Aphorismi Inquisitorum. Bergamo 1639.
Quando Morellet nel 1762 ebbe tradotto il Directorium Inquisitorum, Malesherbes gli disse: — Voi credete aver raccolto de’ fatti straordinarj, delle processure inaudite. Or bene sappiate che questa giurisprudenza di Eymeric e della Santa Inquisizione è ad un bel presso la nostra giurisprudenza criminale tutt’intera. — Io restai confuso di tale asserzione (soggiunge Morellet, Mémoires, I. 59); ma di poi ho riconosciuto ch’egli avea ragione».
[260]. Sacro arsenale, ovvero Pratica dell’ufficio della Santa Inquisizione, di nuovo corretto ed ampliato. Bologna 1665. Lo stesso trovo nella Breve informatione del modo di trattare le cause del Santo Officio per li molto reverendi vicarj della Santa Inquisitione di Modana. 1659.
[261]. Flores commentariorum, pag. 3.
[262]. Millenarium sæpe excedit multitudo talium, qui unius anni decursu in sola comensi diœcesi ab inquisitore qui pro tempore est, ejusque vicariis, qui octo vel decem semper sunt, inquiruntur et examinantur, et annis pene singulis plusquam centum incinerantur. Spina, De strigibus, cap. 13.
[263]. Ripamonti, Historia mediolanensis, dec. IV. lib. V. p. 300; — Oltrocchi, Notæ ad vitam sancti Caroli, pag. 684-94.

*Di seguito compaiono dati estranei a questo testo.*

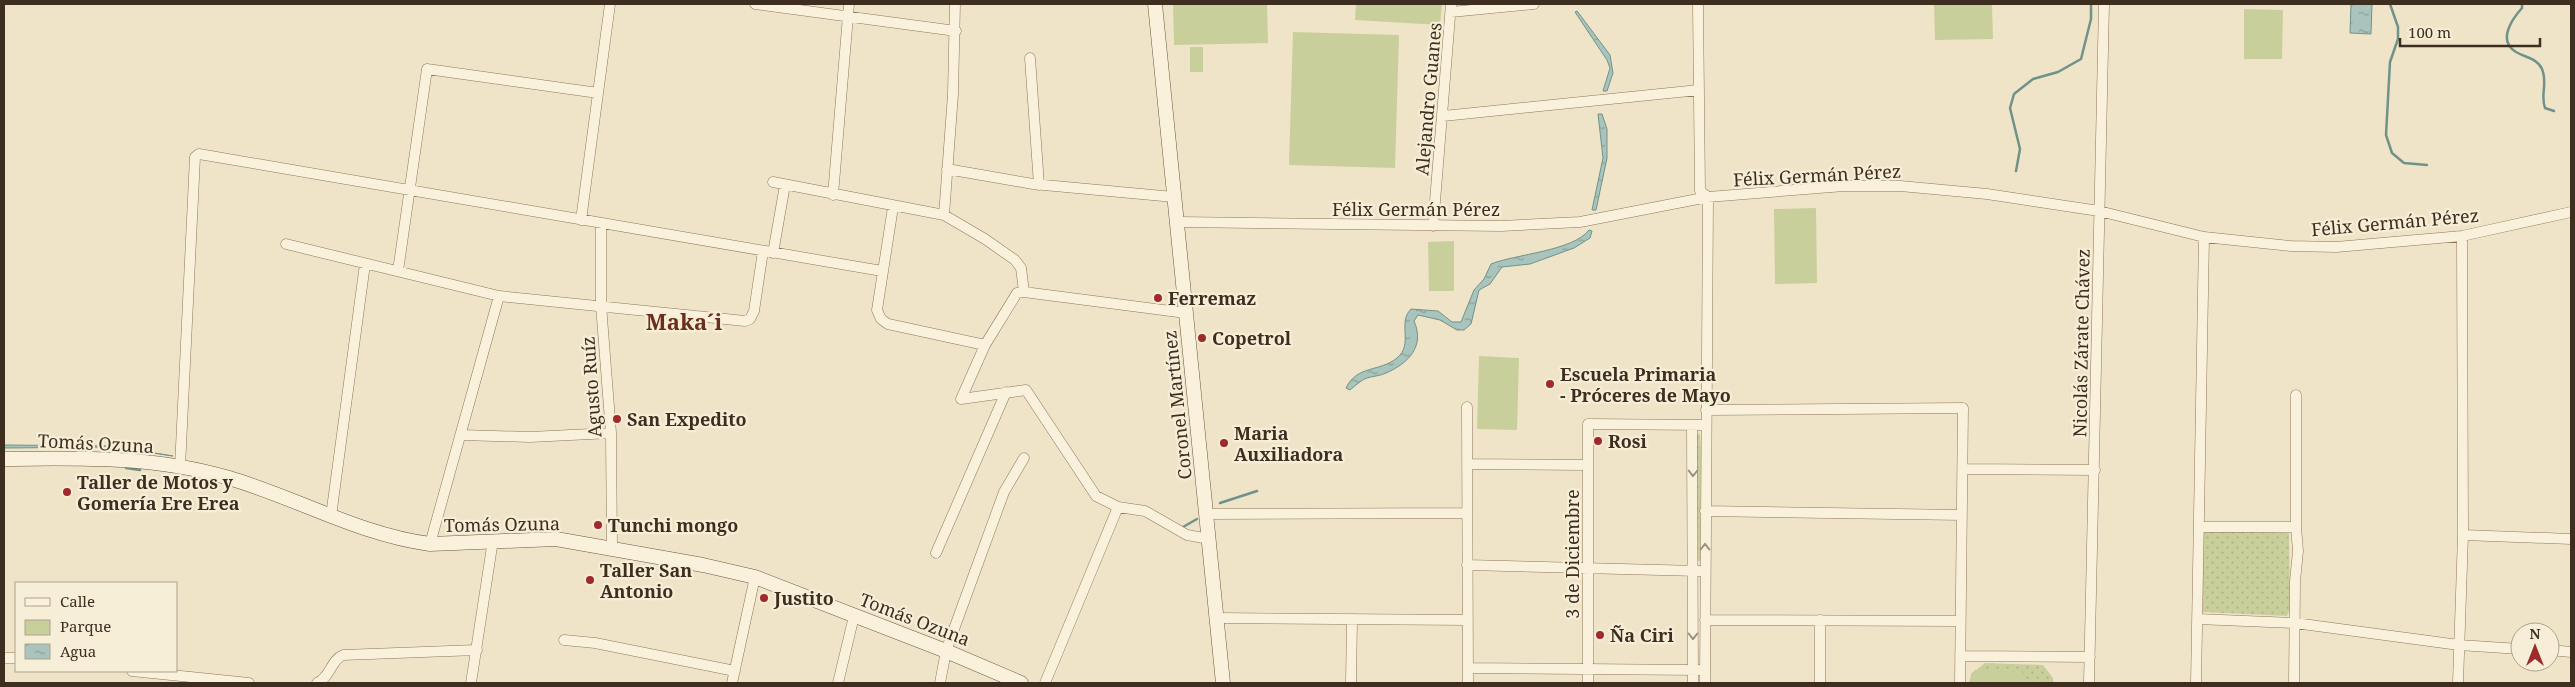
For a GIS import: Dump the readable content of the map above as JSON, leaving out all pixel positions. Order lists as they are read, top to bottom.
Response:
{
  "streets": {
    "street": [
      "Alejandro Guanes",
      "Félix Germán Pérez",
      "Nicolás Zárate Chávez",
      "Agusto Ruíz",
      "Coronel Martínez",
      "Tomás Ozuna",
      "3 de Diciembre"
    ]
  },
  "crossings": [
    ["Alejandro Guanes", "Félix Germán Pérez"],
    ["Félix Germán Pérez", "Nicolás Zárate Chávez"],
    ["Félix Germán Pérez", "Coronel Martínez"],
    ["Agusto Ruíz", "Tomás Ozuna"]
  ],
  "districts": ["Maka´i"],
  "places": [
    "Ferremaz",
    "Copetrol",
    "Escuela Primaria - Próceres de Mayo",
    "San Expedito",
    "Rosi",
    "Maria Auxiliadora",
    "Taller de Motos y Gomería Ere Erea",
    "Tunchi mongo",
    "Taller San Antonio",
    "Justito",
    "Ña Ciri"
  ],
  "legend": ["Calle", "Parque", "Agua"],
  "scale_bar": "100 m",
  "north": "top"
}
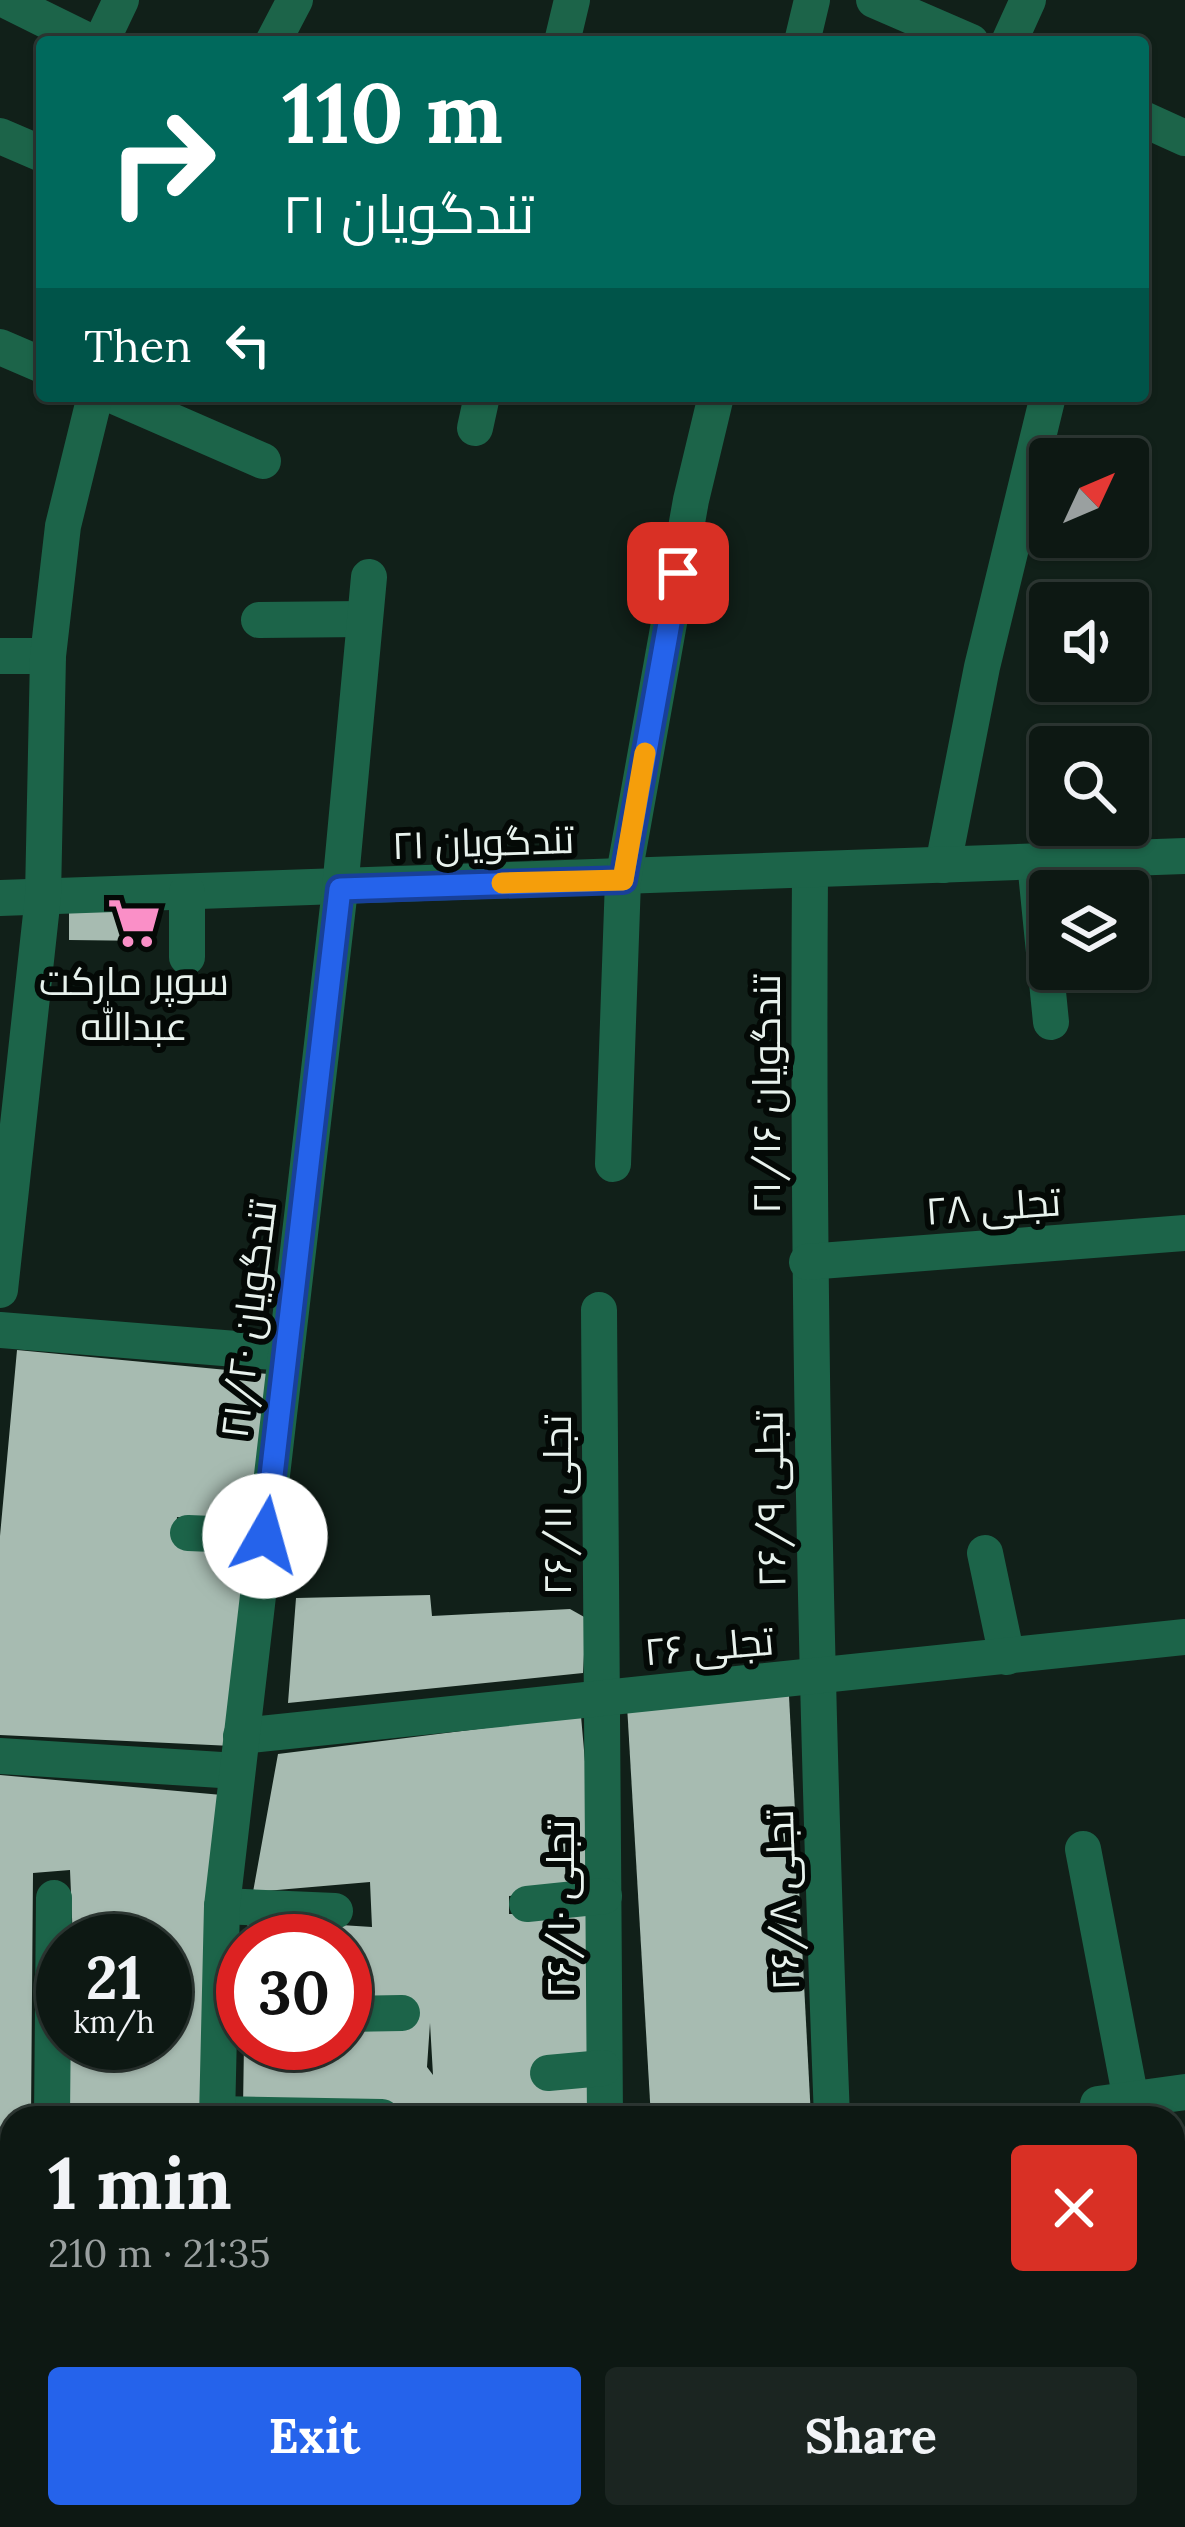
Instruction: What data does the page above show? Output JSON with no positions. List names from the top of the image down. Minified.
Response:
{"streets":{"street":["۲۱ تندگویان","۲۱/۱۶ تندگویان","۲۸ تجلی","۲۱/۲۰ تندگویان","۲۶/۹ تجلی","۲۶/۱۱ تجلی","۲۶ تجلی","۲۶/۸ تجلی","۲۶/۱۰ تجلی"]},"crossings":[["۲۱ تندگویان","۲۱/۱۶ تندگویان"],["۲۱ تندگویان","۲۱/۲۰ تندگویان"],["۲۱/۱۶ تندگویان","۲۸ تجلی"],["۲۱/۱۶ تندگویان","۲۶/۹ تجلی"],["۲۱/۲۰ تندگویان","۲۶ تجلی"],["۲۶/۹ تجلی","۲۶ تجلی"],["۲۶/۹ تجلی","۲۶/۸ تجلی"],["۲۶/۱۱ تجلی","۲۶ تجلی"],["۲۶/۱۱ تجلی","۲۶/۱۰ تجلی"],["۲۶ تجلی","۲۶/۸ تجلی"],["۲۶ تجلی","۲۶/۱۰ تجلی"]],"places":{"supermarket":["سوپر مارکت عبدالله"]},"north":"top right","page":{"turn":["110 m","۲۱ تندگویان"],"then":"Then","speed":"21 km/h","limit":"30","heading":["1 min","210 m · 21:35"],"buttons":["Exit","Share"]}}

Nell’archivio della curia di Milano esistono diversi processi contro maliardi ed eretici, e principalmente son notevoli la «Relazione di quanto fece san Carlo nella visita dei Grigioni (Instructiones pro iis qui in missionibus contra hæreticos versantur)»; i «Dubbj dati dal prevosto di Biasca», un de’ quali è: — Sono processati i sospetti d’arte diabolica, et il notar dice d’aver mandato i processi a Milano, nè altra provvision s’è visto: perciò vanno peggiorando con scandalo d’altri»; e un altro: — Sono alcuni mercanti i quali non osservano il decreto di non andare ne’ paesi d’heretici senza licenza, et sono difesi dalli signori temporali (svizzeri) perchè così fanno loro, però con precetto di non andar alla predica d’heretici, nè trattar con loro della religione».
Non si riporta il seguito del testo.